Schlussbemerkung: Prof. Dr. Herwig Guratzsch

Herr Illies, meine Herren!

Das, was wir an diesem Abend im Albertinum zu Dresden mit diesem Vortrag erfahren haben, öffnet mutig die Tür in eine Welt, die eher verschlossen als offen war. Und das Erstaunliche ist, die Neueroberung der Romantik wurde uns von einem 42Jährigen Schriftsteller und Kunsthistoriker vorgestellt, der mit jungen Kollegen, wie Herrn Prof. Thimann in Göttingen, Herrn Prof. Heck in Greifswald und Herrn Dr. Krämer in Frankfurt frischen Wind in die Romantik-Annäherung bringt. So sind wir Zeuge eines Prozesses, der mit Ausstellungen, Publikationen und Vorträgen künftig Bewegung in die Rezeption bringen wird.
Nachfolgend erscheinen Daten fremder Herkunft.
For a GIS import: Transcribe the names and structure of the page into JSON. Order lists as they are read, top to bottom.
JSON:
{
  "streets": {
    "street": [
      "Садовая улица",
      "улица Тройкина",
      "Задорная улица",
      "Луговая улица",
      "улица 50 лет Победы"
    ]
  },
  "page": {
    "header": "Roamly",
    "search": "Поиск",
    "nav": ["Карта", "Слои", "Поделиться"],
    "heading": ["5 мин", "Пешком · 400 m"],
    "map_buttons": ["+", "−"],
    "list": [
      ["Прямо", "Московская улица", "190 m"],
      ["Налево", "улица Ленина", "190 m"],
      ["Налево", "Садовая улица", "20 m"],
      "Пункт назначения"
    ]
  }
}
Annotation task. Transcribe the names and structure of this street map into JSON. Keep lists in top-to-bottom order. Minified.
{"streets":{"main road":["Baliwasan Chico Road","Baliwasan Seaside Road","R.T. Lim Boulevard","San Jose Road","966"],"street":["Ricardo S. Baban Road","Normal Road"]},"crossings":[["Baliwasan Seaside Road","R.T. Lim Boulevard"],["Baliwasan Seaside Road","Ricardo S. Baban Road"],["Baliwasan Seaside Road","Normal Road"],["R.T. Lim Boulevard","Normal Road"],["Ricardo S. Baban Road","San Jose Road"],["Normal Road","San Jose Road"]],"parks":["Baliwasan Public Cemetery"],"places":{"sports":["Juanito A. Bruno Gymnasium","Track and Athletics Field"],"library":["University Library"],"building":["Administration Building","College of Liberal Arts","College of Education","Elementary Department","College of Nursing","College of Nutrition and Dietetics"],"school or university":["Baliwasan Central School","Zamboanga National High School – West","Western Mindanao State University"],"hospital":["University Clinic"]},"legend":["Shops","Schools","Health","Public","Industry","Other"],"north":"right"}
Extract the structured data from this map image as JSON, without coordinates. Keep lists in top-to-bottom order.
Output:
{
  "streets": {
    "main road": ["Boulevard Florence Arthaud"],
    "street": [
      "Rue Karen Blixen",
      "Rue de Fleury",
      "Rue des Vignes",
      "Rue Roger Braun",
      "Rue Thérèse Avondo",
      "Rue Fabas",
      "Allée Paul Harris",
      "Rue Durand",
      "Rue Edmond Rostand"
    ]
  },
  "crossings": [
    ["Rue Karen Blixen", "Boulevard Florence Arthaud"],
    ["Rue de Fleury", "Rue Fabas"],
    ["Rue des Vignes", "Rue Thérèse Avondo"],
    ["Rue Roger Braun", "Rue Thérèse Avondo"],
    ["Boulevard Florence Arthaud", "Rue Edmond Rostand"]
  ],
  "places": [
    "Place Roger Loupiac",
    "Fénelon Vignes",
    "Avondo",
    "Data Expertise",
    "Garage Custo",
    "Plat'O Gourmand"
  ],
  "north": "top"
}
Lieber Herr Illies, Sie hatten mit Ihrem erfolgreichen Buch >1913< den Blick auf die Zeit vor 100 Jahren gelenkt. Heute sind Sie mit Ihren Ausführungen vor dem eindrucksvollen Carl Gustav Carus-Gemälde um weitere 100 Jahre zurückgegangen. Ihrem Bestseller >1913< gaben Sie den Untertitel: „Der Sommer des Jahrhunderts“. Ihren Vortrag hier hätten Sie „Frühling in der Kunst“ überschreiben können. Dieser Eindruck ist bei uns entstanden. Wir danken Ihnen!